Diagnostic Imaging has an article that talks about a presentation at the Stanford meeting, where there was a presentation from Dr David Kandzari of the Duke Centre for Evidence-Based Practice. He reviewed all the evidence for the use of coronary CTA, after being asked to do so by the Agency for Healthcare Quality and Research and this data was then presented to the centres for Medicare and Medicaid.
The article says that the data needs to be examined with caution, since all the studies so far have skewed populations and many patients who have been excluded from the studies due to high calcium scores or poor-quality. If you take a real-life situation, we all know that in patients with calcified plaques, there are always issues with accuracy, despite whatever hype our publications give us. The best results are in the younger patients with a low to intermediate risk of coronary artery disease with a low pre-test probability of disease. But if we were to take anyone and everyone into the scanners, our accuracy will definitely drop.

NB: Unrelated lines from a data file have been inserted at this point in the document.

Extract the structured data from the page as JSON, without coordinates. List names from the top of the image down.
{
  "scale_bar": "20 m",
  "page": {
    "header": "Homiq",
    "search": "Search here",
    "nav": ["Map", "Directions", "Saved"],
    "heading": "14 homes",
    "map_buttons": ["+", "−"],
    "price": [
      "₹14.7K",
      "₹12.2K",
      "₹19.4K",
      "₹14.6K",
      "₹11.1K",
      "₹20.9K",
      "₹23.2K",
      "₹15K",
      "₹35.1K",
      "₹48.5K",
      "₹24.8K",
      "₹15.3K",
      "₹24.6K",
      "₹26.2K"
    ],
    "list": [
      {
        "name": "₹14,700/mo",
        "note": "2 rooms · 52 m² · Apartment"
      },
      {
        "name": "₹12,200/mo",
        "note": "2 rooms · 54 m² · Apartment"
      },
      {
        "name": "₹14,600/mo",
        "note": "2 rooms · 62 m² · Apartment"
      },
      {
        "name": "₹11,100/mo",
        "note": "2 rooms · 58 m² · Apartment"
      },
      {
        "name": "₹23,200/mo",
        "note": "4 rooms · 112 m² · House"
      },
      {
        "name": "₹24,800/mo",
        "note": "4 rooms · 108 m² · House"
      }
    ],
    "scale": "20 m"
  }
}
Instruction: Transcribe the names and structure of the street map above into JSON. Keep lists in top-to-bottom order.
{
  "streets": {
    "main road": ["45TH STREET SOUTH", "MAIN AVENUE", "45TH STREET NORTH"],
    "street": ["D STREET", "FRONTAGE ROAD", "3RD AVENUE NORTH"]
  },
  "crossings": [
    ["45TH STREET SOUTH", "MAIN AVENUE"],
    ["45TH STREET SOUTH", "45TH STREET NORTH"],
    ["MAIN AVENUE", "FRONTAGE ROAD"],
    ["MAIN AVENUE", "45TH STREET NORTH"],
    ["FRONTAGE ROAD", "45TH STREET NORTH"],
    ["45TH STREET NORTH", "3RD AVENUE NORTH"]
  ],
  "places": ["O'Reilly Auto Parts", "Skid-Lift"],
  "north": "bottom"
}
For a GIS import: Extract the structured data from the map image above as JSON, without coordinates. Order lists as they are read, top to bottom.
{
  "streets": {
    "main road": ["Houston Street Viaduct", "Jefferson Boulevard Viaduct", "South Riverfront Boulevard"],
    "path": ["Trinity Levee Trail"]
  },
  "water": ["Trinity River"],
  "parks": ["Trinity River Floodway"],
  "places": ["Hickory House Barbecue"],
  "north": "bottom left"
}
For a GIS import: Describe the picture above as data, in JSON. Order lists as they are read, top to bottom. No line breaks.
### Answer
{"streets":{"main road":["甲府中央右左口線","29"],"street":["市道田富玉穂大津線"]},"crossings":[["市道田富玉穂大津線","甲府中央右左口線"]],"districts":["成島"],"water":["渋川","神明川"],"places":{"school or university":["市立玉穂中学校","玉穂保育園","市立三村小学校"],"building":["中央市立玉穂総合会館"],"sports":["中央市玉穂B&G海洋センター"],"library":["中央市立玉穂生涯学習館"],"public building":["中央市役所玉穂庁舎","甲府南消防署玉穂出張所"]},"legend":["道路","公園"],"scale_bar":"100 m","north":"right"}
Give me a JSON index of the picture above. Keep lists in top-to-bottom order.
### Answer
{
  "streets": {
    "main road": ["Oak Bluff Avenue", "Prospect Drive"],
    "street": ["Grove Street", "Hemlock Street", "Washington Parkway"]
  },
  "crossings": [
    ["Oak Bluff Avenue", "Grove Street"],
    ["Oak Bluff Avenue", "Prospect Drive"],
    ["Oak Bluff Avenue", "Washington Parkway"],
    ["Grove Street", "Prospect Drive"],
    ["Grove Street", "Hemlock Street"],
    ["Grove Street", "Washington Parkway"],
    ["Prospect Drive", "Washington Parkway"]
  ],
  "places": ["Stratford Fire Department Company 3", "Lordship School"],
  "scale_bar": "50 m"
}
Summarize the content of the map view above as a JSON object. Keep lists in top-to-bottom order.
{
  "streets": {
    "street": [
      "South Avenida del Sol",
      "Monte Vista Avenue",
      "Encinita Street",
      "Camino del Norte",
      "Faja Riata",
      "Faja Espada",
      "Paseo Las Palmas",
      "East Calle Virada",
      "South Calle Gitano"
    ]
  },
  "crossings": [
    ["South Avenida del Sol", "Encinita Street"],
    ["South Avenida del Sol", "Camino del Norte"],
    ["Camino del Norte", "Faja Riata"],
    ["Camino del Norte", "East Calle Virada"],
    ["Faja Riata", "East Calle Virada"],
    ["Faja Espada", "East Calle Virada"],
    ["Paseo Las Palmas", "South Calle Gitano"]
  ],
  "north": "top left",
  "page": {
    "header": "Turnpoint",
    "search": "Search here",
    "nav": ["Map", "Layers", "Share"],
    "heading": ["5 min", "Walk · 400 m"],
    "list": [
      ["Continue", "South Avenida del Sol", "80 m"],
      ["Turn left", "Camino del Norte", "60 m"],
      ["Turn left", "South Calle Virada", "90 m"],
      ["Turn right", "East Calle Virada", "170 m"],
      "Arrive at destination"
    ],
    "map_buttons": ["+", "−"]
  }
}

This 56-years old man came with a history of hyperlipedemia and a family history of coronary artery disease. He had a calcium score of around 500. In most of his vessels (Figs. 2, 3), the LAD can be seen to be normal despite the dense calcification. Using an automatic vessel-tracing software helps in this situation. However, one segment opposite the D1 origin in the LAD (Figs. 4, 5), cannot be evaluated despite the calcium not being particularly dense. Sometimes, the way the calcium involves the vessel makes it extremely difficult to differentiate it from the lumen and most often we then give a report saying "a calcified plaque is seen hampering adequate visualization of the lumen". We then often advise an adenosine stress perfusion MRI, especially if the patient is not particularly symptomatic.